• Description of the task: Only one portion of the data is to be written out: from the line bearing "for (const [text, x, y, turn" through the line bearing "M72 130H109V138L143 136V154L172". Write it exactly as it appears.

** Opening Source data block **

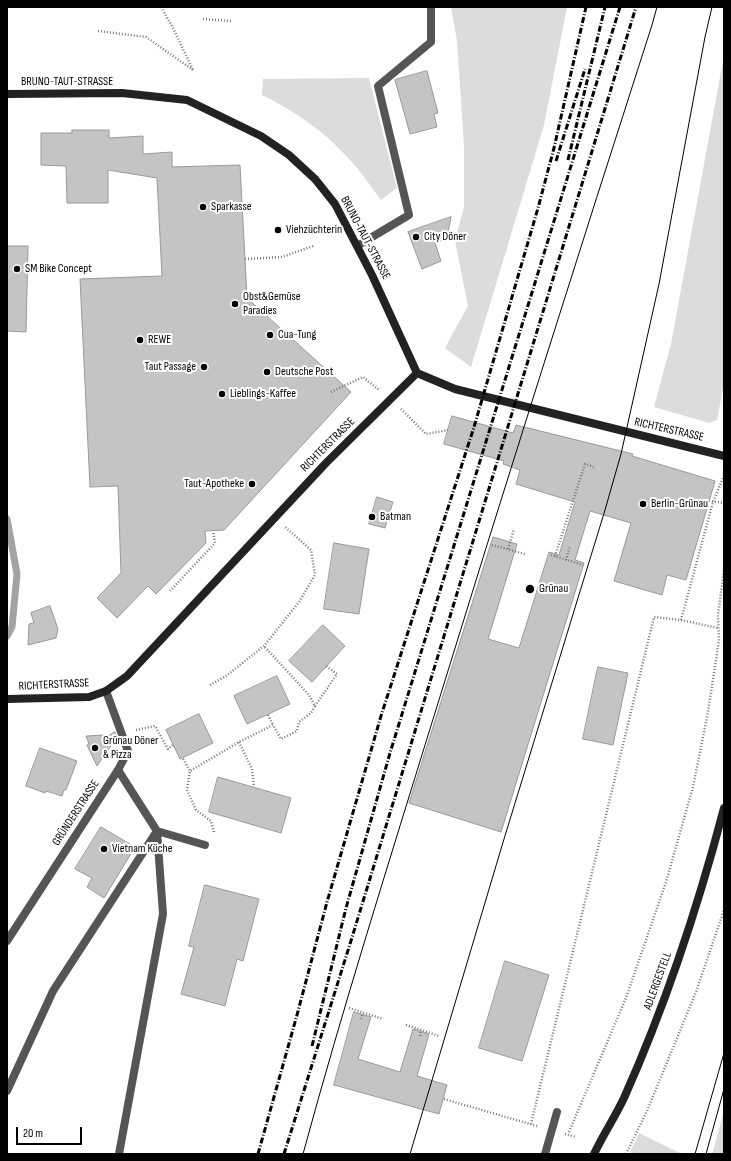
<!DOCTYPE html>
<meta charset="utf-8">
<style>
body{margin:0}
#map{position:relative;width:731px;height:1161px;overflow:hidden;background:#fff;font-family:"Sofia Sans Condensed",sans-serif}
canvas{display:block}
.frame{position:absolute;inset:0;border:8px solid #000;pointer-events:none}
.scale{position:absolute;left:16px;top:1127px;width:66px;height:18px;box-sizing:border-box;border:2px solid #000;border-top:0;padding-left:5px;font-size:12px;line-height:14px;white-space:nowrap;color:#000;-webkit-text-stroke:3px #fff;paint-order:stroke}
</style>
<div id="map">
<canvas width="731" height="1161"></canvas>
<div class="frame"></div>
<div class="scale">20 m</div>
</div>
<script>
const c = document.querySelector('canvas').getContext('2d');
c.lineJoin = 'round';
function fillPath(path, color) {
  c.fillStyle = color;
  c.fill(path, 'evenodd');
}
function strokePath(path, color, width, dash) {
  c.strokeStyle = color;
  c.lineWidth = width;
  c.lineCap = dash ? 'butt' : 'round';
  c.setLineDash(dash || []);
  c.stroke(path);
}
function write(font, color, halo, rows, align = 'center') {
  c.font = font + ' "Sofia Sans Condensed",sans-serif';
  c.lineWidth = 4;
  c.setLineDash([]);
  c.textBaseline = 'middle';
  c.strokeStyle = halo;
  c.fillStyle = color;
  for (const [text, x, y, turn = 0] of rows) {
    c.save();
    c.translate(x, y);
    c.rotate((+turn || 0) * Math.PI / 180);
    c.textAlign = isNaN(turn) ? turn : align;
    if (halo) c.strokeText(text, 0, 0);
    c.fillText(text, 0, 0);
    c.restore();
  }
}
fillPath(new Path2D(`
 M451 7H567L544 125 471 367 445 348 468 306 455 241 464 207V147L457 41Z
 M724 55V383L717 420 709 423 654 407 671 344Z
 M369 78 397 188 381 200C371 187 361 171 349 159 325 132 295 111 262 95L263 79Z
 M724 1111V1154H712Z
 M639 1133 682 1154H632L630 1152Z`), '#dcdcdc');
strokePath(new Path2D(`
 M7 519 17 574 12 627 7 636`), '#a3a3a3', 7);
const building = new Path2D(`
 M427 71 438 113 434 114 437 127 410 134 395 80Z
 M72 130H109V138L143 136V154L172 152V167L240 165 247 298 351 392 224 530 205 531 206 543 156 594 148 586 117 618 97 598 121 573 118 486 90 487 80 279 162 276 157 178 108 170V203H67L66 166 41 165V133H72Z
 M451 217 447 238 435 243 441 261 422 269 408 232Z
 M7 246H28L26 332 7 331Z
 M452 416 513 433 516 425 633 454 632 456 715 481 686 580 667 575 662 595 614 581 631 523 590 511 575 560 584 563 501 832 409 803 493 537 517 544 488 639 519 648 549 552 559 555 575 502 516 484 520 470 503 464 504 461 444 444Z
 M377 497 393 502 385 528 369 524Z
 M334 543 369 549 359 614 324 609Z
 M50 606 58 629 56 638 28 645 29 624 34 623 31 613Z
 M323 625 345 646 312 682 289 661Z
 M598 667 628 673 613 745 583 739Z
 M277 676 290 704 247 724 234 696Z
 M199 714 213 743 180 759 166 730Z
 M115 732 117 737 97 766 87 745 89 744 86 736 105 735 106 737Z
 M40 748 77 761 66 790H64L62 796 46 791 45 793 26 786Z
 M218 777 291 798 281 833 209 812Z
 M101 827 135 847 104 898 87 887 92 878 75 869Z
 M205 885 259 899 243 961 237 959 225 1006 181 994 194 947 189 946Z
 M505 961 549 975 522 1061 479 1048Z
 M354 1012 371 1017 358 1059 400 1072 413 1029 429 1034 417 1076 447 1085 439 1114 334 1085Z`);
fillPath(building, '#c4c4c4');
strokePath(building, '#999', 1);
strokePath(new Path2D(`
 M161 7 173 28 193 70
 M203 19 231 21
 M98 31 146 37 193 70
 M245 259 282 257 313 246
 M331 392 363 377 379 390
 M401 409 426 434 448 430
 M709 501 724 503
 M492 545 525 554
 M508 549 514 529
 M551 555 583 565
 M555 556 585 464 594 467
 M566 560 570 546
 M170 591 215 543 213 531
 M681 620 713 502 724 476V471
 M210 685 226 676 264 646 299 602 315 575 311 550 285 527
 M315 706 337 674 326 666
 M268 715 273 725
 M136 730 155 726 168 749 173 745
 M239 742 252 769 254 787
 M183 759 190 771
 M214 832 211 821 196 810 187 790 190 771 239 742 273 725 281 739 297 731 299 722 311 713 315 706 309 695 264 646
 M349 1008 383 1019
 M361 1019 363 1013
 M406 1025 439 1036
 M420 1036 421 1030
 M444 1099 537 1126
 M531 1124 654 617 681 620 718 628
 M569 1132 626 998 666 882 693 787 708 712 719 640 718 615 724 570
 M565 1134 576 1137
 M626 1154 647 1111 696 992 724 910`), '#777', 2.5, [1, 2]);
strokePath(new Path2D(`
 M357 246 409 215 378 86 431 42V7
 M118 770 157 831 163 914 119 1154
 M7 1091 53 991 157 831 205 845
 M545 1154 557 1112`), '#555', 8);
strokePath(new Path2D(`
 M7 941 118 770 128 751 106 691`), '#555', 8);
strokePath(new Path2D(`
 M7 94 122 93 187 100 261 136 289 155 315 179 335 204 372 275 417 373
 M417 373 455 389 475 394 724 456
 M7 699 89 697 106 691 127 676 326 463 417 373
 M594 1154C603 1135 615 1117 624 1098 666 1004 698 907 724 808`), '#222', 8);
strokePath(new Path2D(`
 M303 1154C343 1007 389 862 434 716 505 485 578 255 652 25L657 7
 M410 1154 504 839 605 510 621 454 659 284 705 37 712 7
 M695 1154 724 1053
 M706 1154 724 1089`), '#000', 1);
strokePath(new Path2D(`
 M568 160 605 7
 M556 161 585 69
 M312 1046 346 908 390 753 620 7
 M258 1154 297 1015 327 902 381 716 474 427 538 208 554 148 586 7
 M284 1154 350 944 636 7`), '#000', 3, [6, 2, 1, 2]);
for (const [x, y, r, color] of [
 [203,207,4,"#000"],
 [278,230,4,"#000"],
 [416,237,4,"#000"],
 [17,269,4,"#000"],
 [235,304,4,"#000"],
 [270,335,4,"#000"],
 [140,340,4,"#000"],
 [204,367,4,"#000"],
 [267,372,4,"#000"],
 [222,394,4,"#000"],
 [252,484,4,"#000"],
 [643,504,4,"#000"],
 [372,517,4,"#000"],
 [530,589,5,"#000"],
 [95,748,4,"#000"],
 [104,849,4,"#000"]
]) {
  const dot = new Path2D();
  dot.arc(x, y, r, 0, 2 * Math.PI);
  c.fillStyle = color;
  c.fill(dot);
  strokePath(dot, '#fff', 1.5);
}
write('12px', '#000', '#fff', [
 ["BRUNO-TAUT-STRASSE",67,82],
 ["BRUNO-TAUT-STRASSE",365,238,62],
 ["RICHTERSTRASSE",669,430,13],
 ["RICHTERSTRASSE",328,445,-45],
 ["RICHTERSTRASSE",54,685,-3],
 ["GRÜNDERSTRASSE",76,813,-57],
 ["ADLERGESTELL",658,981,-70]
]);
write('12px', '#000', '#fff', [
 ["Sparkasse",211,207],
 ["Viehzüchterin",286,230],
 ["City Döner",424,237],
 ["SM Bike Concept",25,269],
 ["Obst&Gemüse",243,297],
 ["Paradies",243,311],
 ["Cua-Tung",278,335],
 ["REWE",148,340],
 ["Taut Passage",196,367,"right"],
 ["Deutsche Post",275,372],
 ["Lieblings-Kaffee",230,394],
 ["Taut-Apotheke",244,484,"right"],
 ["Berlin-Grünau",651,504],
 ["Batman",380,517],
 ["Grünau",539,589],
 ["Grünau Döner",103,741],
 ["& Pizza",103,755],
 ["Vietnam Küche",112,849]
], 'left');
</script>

** Closing Source data block **

• Solved problem:
  for (const [text, x, y, turn = 0] of rows) {
    c.save();
    c.translate(x, y);
    c.rotate((+turn || 0) * Math.PI / 180);
    c.textAlign = isNaN(turn) ? turn : align;
    if (halo) c.strokeText(text, 0, 0);
    c.fillText(text, 0, 0);
    c.restore();
  }
}
fillPath(new Path2D(`
 M451 7H567L544 125 471 367 445 348 468 306 455 241 464 207V147L457 41Z
 M724 55V383L717 420 709 423 654 407 671 344Z
 M369 78 397 188 381 200C371 187 361 171 349 159 325 132 295 111 262 95L263 79Z
 M724 1111V1154H712Z
 M639 1133 682 1154H632L630 1152Z`), '#dcdcdc');
strokePath(new Path2D(`
 M7 519 17 574 12 627 7 636`), '#a3a3a3', 7);
const building = new Path2D(`
 M427 71 438 113 434 114 437 127 410 134 395 80Z
 M72 130H109V138L143 136V154L172 152V167L240 165 247 298 351 392 224 530 205 531 206 543 156 594 148 586 117 618 97 598 121 573 118 486 90 487 80 279 162 276 157 178 108 170V203H67L66 166 41 165V133H72Z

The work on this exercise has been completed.